This is the sixth in a series of posts in which we hope to acquaint our readers with some of the details surrounding the programs that we recommend. There are a variety of other programs, but because we and most other facilities shape our treatment plans around the 12 Step fellowships, those are the ones on which we will concentrate.
Step 5 reads, “Admitted to God, to ourselves and to another human being the exact nature of our wrongs.”
In recovery, we say that we’re as sick as our secrets. Each of us has things in our past that we believed that we could never tell another person. They are almost always related to shame.
Shame is not the same thing as guilt. Guilt is the knowledge that I have done a bad thing. Shame is the belief that I am a bad person. See the difference? “It was bad,” versus “I am bad.” That’s a huge difference! We can put guilt behind us with relative ease by making up for our actions in some way, but shame becomes a part of us.
If we’re cleaning the kitchen, we can take the garbage out to the dumpster or we can dump it in the closet. If we do that, eventually it will start to seep out under the door, and it will become impossible to enter the kitchen, let alone the closet. To get our kitchen in order, we must first clean out that closet — a job no one wants, but one that is essential. Recovery — the rest of our lives — is like that kitchen, and Step 5 is the primary tool for cleaning all that garbage out of the closet. It is probably safe to say that complete recovery is impossible unless we free ourselves of that burden, and the only way is to tell another person about it.

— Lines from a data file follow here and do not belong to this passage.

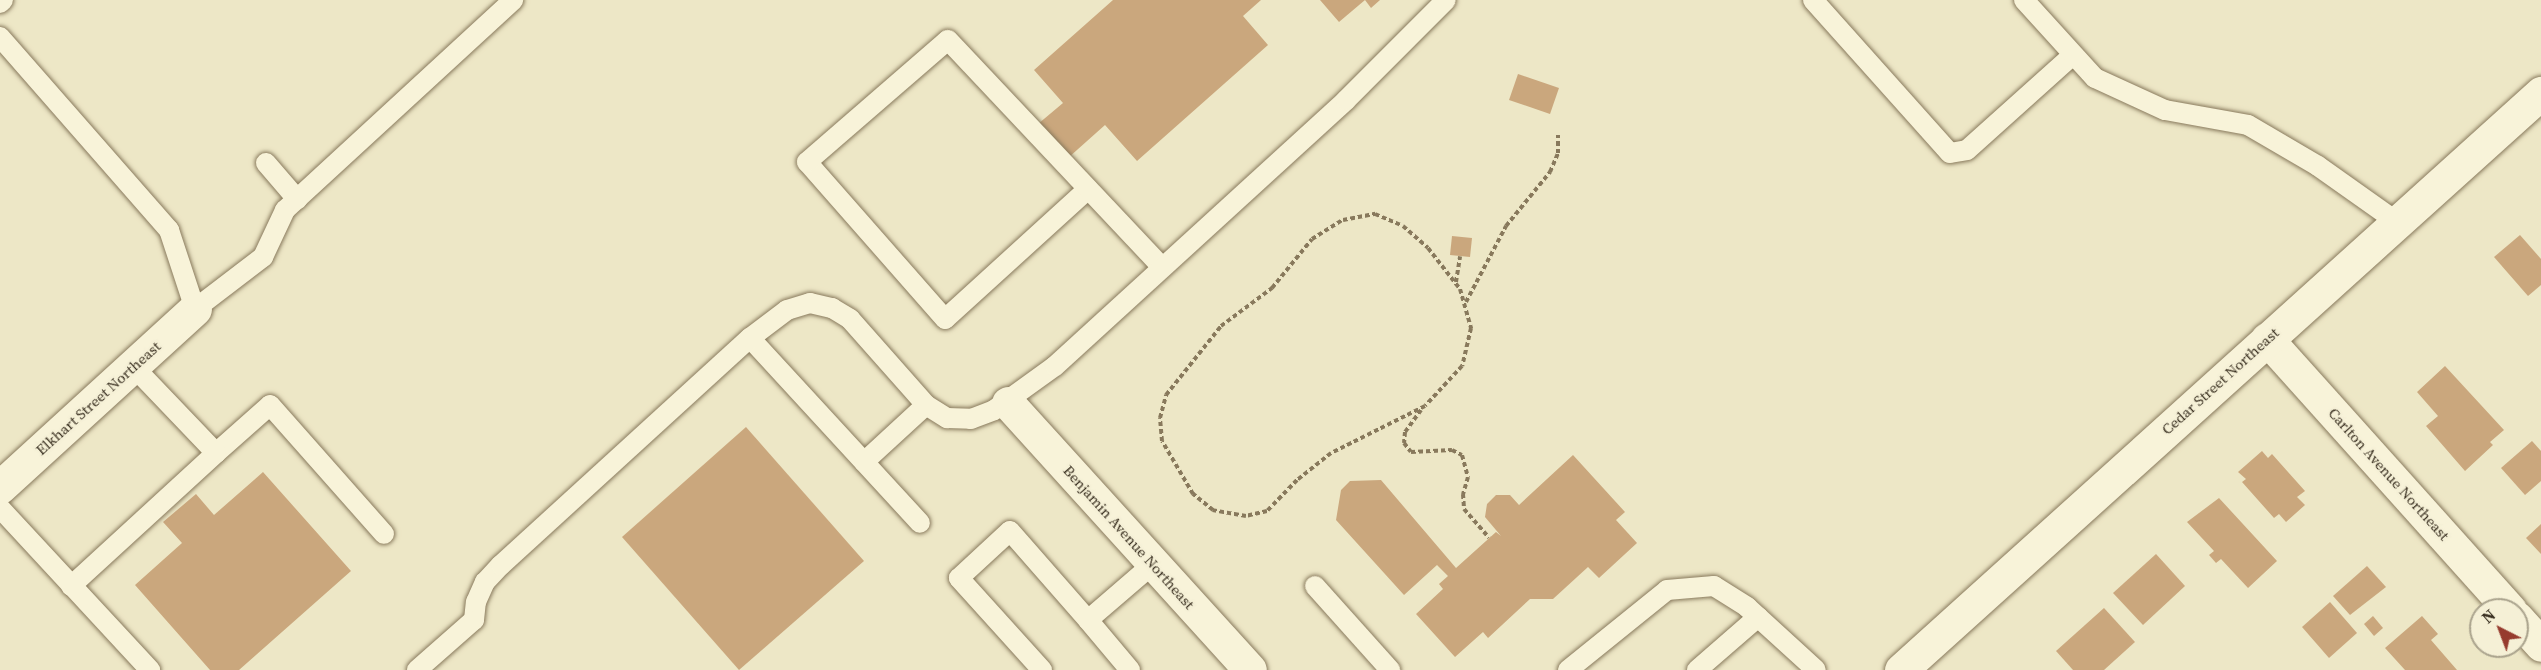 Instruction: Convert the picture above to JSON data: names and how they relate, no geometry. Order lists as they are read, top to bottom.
{
  "streets": {
    "street": [
      "Cedar Street Northeast",
      "Elkhart Street Northeast",
      "Carlton Avenue Northeast",
      "Benjamin Avenue Northeast"
    ]
  },
  "crossings": [
    ["Cedar Street Northeast", "Carlton Avenue Northeast"]
  ],
  "north": "top left"
}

The power of confession has been known for many centuries. For a couple of millennia it was one of the mainstays of Christianity, and it still is in some parts of the church. Our modern version is therapy, and sometimes we do need to talk to professionals about these things, but it is amazing how much of the burden can be lifted by the simple act of telling our secrets.
By telling them to another addict, we can be sure that we’re not divulging anything that’s likely to be new to them, shock them, or make them think less of us. We all have those closets, and we all had to take out the trash. We all understand that we were good people who did bad things, not the other way around. When we share with others, we rob the secrets of their power over us.

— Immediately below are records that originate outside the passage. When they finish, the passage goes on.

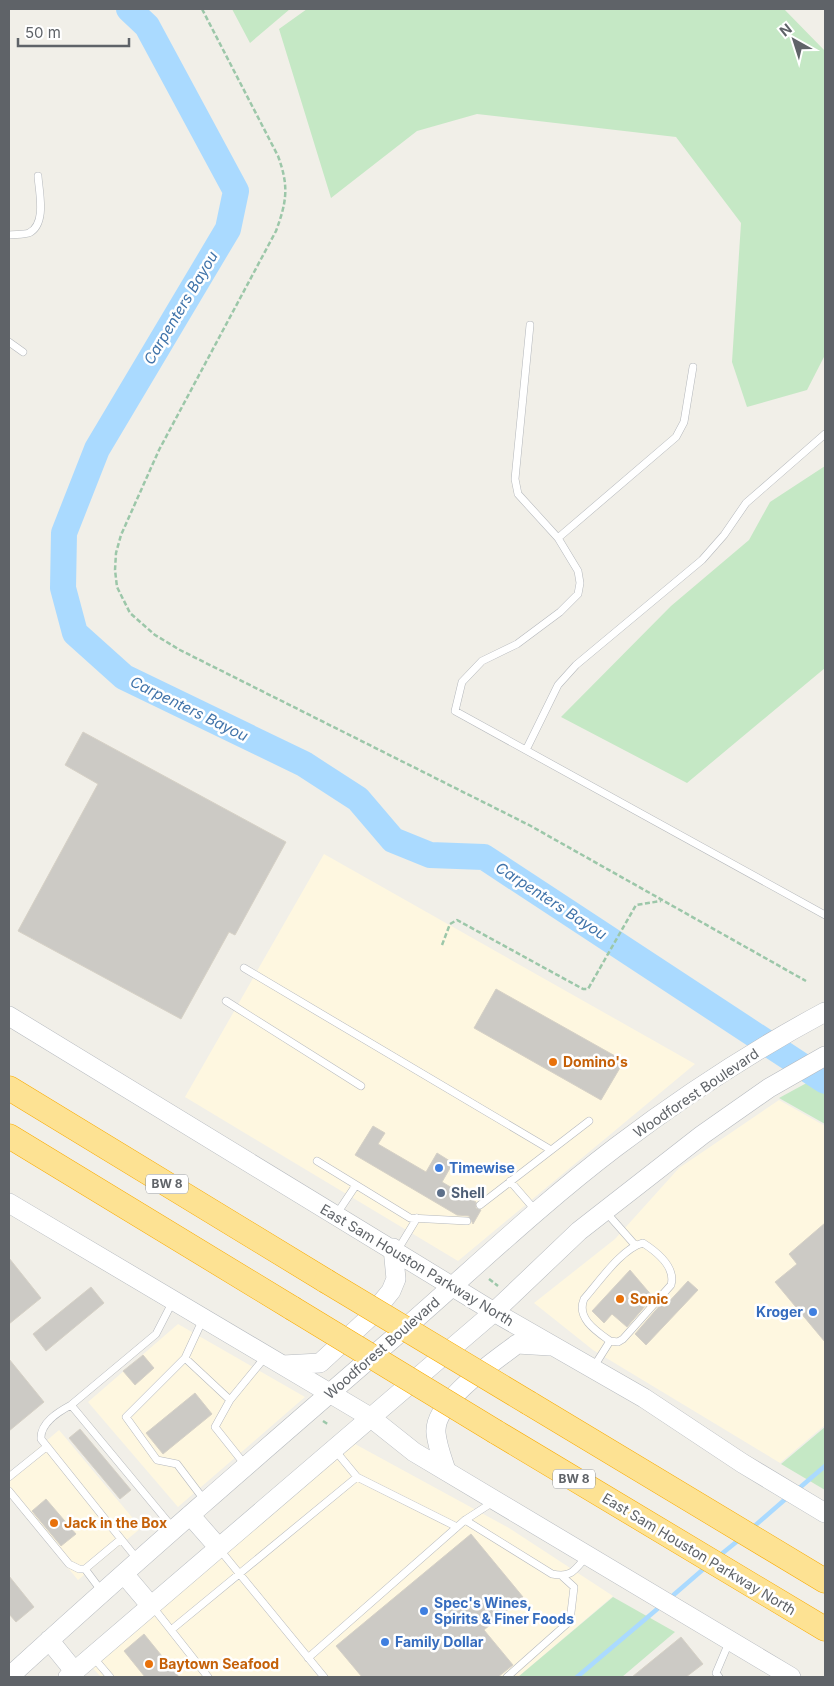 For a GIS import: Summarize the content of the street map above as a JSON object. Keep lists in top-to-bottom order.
{
  "streets": {
    "highway": ["BW 8", "East Sam Houston Parkway North"],
    "main road": ["Woodforest Boulevard"]
  },
  "crossings": [
    ["Woodforest Boulevard", "East Sam Houston Parkway North"]
  ],
  "water": ["Carpenters Bayou"],
  "places": [
    "Domino's",
    "Timewise",
    "Shell",
    "Sonic",
    "Kroger",
    "Jack in the Box",
    "Spec's Wines, Spirits & Finer Foods",
    "Family Dollar",
    "Baytown Seafood"
  ],
  "scale_bar": "50 m",
  "north": "top left"
}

Obviously, in order to do this we need someone we can trust. Some use a sponsor. Some use a person in the fellowship with whom they feel especially comfortable, but have no close ties. Some do use clergy. As far as the “admitted to God” part goes, that’s a matter of personal belief. If we are religious, we might want to offer up the experience to our higher power as a kind of prayer for forgiveness. If our personal philosophy doesn’t run that way, the process will still work.
The principle behind Step 5 is Integrity: honesty with ourselves, with others, and willingness to practice it even when we’d rather not — doing the next right thing, regardless of our fears. It’s scary. Along with Step 4, the Step 5 was a hard mountain to climb for all of us. But once over it — as every recovering person will tell you — the rest of the road is pretty much downhill.